No way to prove it, but I think some of the tp readings are from the old sat.


----------



## levibluewa

1st 31 should be 21


----------



## James Long

Ciel-2 can only do ConUS on TP17-32. Anything ConUS below 17 is E5.


----------



## levibluewa

01 = 43
02 = 29
03 = 41
04 = 41
05 = 41
06 = 0
07 = 30 (30 sec. wait b4 a reading)
08 = 40
09 = 41
10 = 37
11 = 0
12 = 12 (coming out of a fall)
13 = 22
14 = 24
15 = 25 Spotbeam
16 = 26
_______
17 = 70
18 = 50
19 = 56
20 = 51
21 = 70
22 = 51
23 = 56
24 = 52
25 = 54
26 = 50
27 = 56
28 = 60
29 = 56
30 = 47
31 = 57
32 = 61


----------



## peano

Perfectly clear day in Western, NY and I am getting higher strengths on 1 - 16 than I am on 17 - 32 with the exception of TP17 and TP21 which are both at 67. How is that possible???


----------



## P Smith

Don't accept reading SS after first 15 sec - it would come from adjusted tpn because if selected tpn have no lock/signal FW will shift LOF settings to autotuneup, but the range of autotune is too wide what will take other tpn.


----------



## carl.066

As of this afternoon, in the block still in use by Echo 5 (1-16), Transponders 3, 6, 11 and 13 are either off or are now running Ciel-2 spotbeams. They are not viewable here.
The CONUS transponders are as follows:
17 - 84
18 - 65
19 - 69
20 - 66
21 - 84
22 - 65
23 - 68
24 - 65
25 - 66
26 - 64
27 - 69
28 - 77
29 - 71
30 - 64
31 - 70
32 - 82

I'm using 3 90cm dishes with legacy LNBs, aimed at 110, 119 and 129. Receiver is a standard 411 and switches are SW21 and GC-SW21XB.


----------



## P Smith

I don't see significant changes here using D1000+; 
a few goes up: tp5 +10, tp7 +5, tp11 +11 but signal still fluctuating, so the delta is not a constant.


----------



## James Long

P Smith said:


> I don't see significant changes here using D1000+;
> a few goes up: tp5 +10, tp7 +5, tp11 +11 but signal still fluctuating, so the delta is not a constant.


I would not expect changes on TPs less that 17. Only 17-32 are ConUS.

You may see some changes tonight on the lower TPs ... spotbeams are on 1-16.


----------



## jgurley

What is the elevation of Ceil-2? I used James' formular of 119-110+119 and in my case it equaled 34 degrees. (both 110 and 119 are 34 on my point dish menu). Could this be right? E-5 for me was 28 degrees.

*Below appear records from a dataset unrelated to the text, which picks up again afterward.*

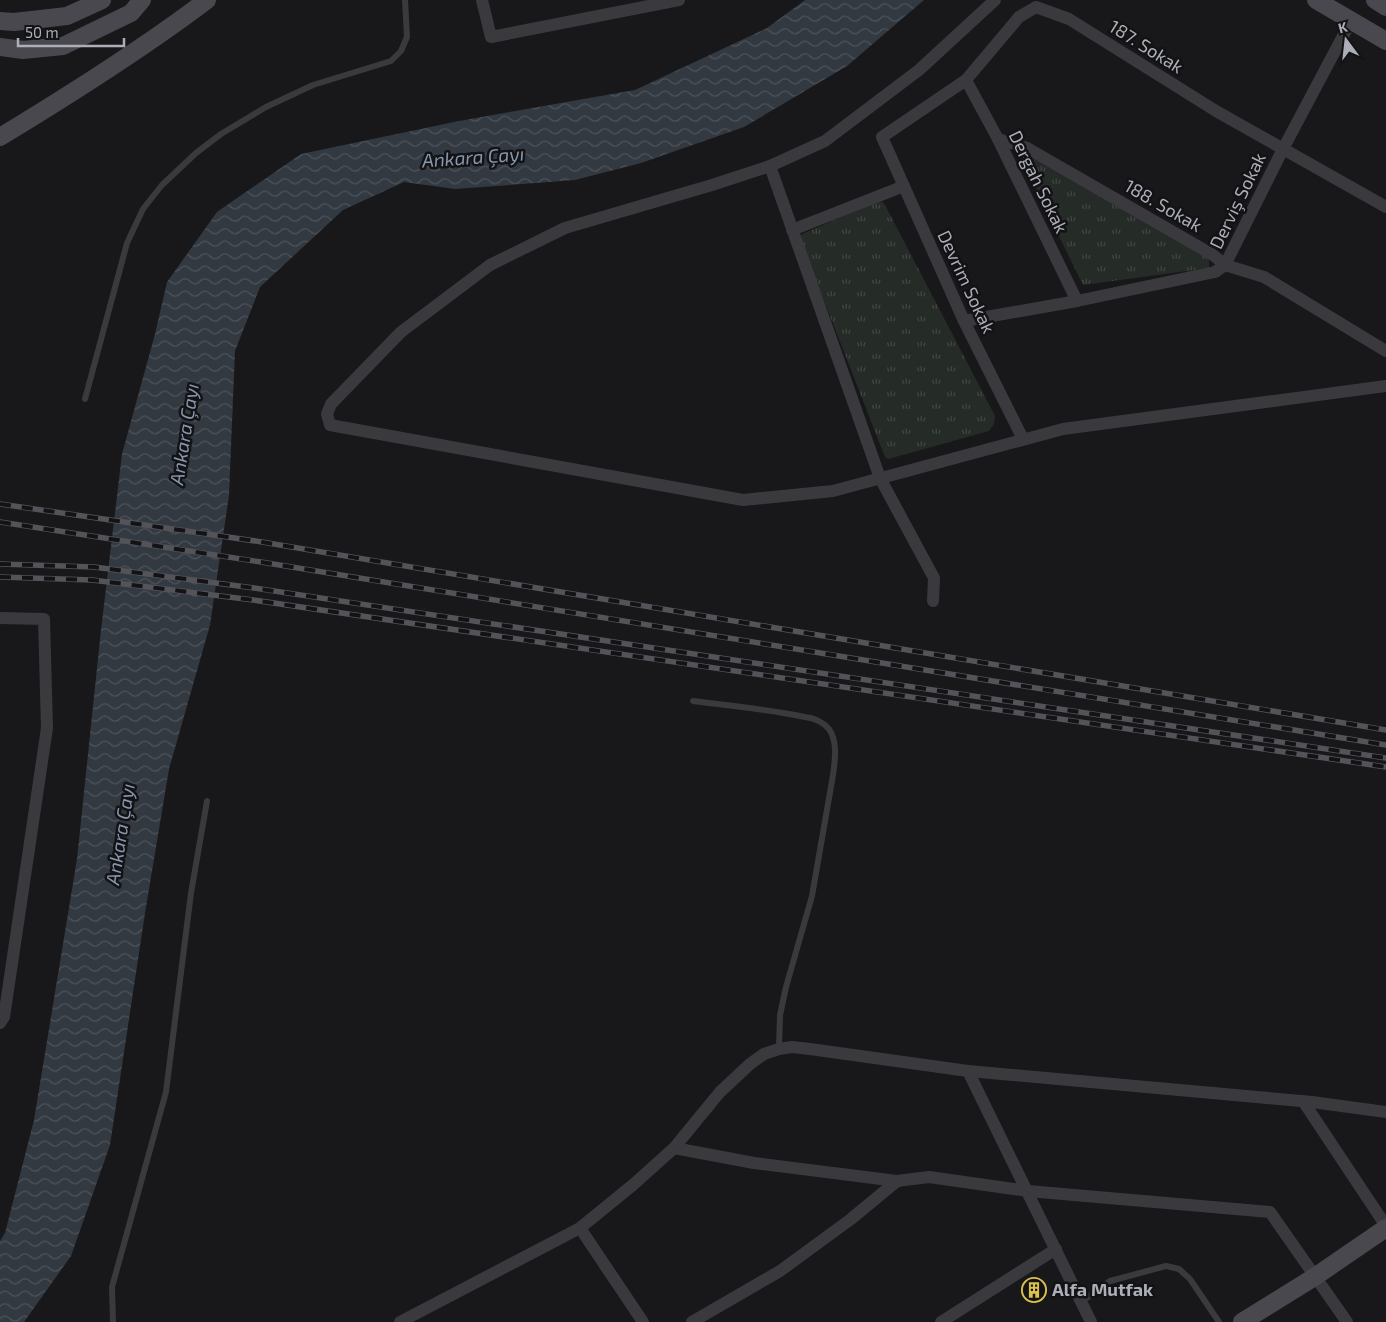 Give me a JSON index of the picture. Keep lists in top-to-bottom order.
{
  "streets": {
    "street": [
      "187. Sokak",
      "Dergah Sokak",
      "Derviş Sokak",
      "188. Sokak",
      "Devrim Sokak"
    ]
  },
  "crossings": [
    ["187. Sokak", "Dergah Sokak"],
    ["187. Sokak", "Derviş Sokak"],
    ["187. Sokak", "Devrim Sokak"],
    ["Dergah Sokak", "Derviş Sokak"],
    ["Dergah Sokak", "188. Sokak"],
    ["Derviş Sokak", "188. Sokak"],
    ["Derviş Sokak", "Devrim Sokak"]
  ],
  "water": ["Ankara Çayı"],
  "places": {
    "building": ["Alfa Mutfak"]
  },
  "scale_bar": "50 m",
  "north": "top"
} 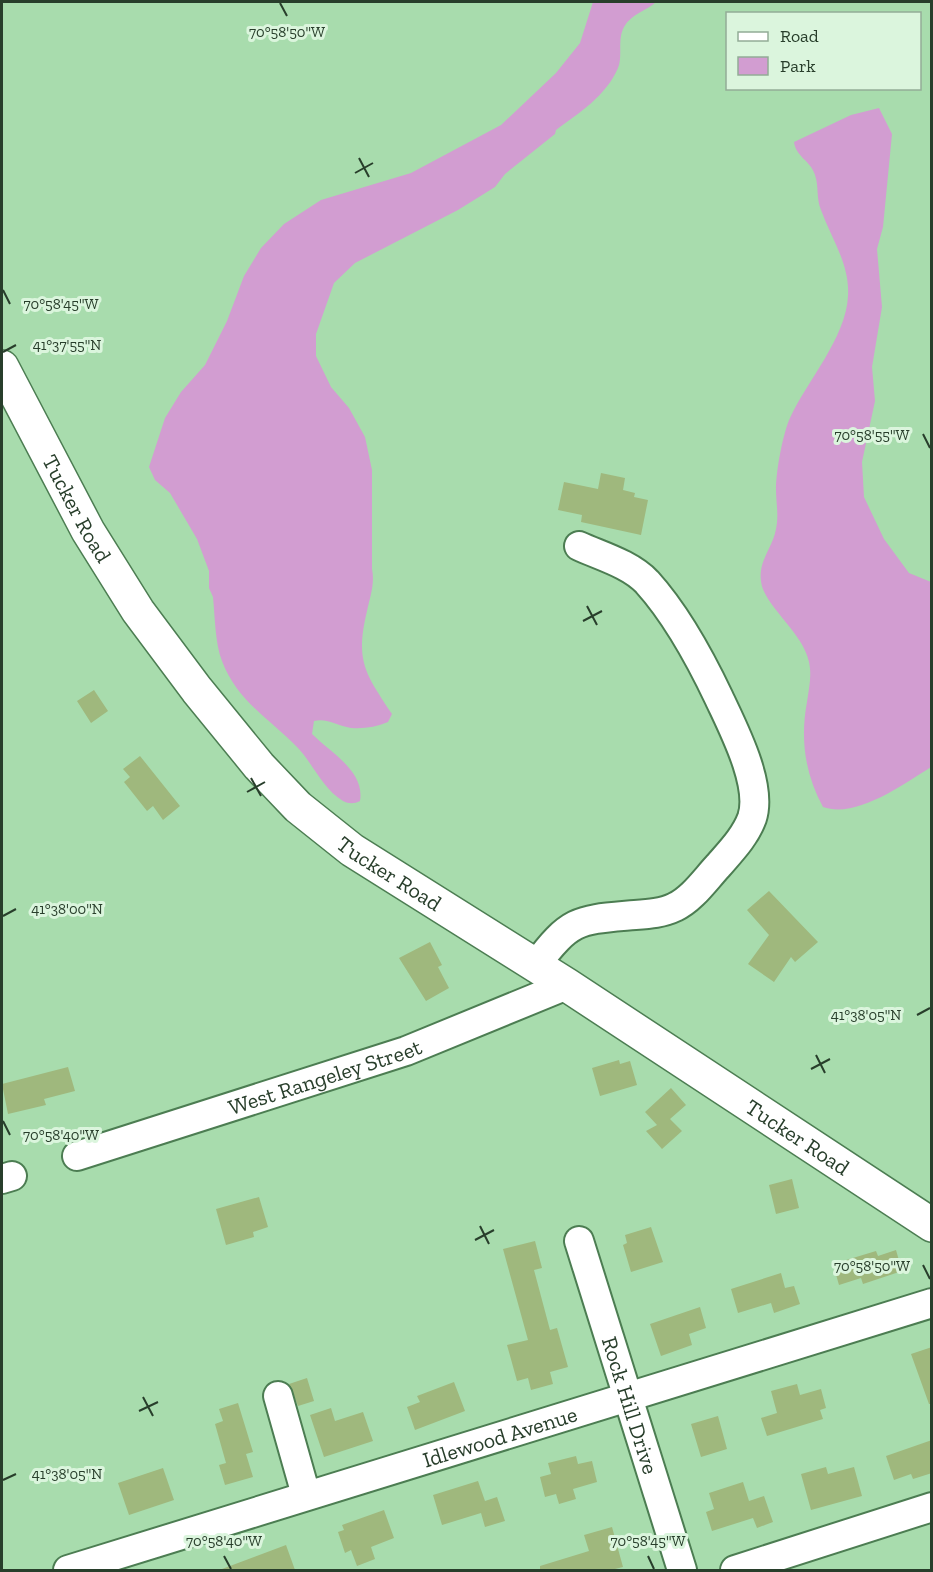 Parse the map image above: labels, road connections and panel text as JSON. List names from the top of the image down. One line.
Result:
{"streets":{"main road":["Tucker Road"],"street":["West Rangeley Street","Rock Hill Drive","Idlewood Avenue"]},"crossings":[["Tucker Road","West Rangeley Street"],["Rock Hill Drive","Idlewood Avenue"]],"legend":["Road","Park"],"coordinates":["70°58'50\"W","70°58'45\"W","41°37'55\"N","70°58'55\"W","41°38'00\"N","41°38'05\"N","70°58'40\"W"]}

I ask this because a member of my local avsforum is considering Dish now that our locals HD are hopefully coming soon and he wanted some info on 129.


----------



## HDRoberts

jgurley said:


> What is the elevation of Ceil-2? I used James' formular of 119-110+119 and in my case it equaled 34 degrees. (both 110 and 119 are 34 on my point dish menu). Could this be right? E-5 for me was 28 degrees.
> 
> I ask this because a member of my local avsforum is considering Dish now that our locals HD are hopefully coming soon and he wanted some info on 129.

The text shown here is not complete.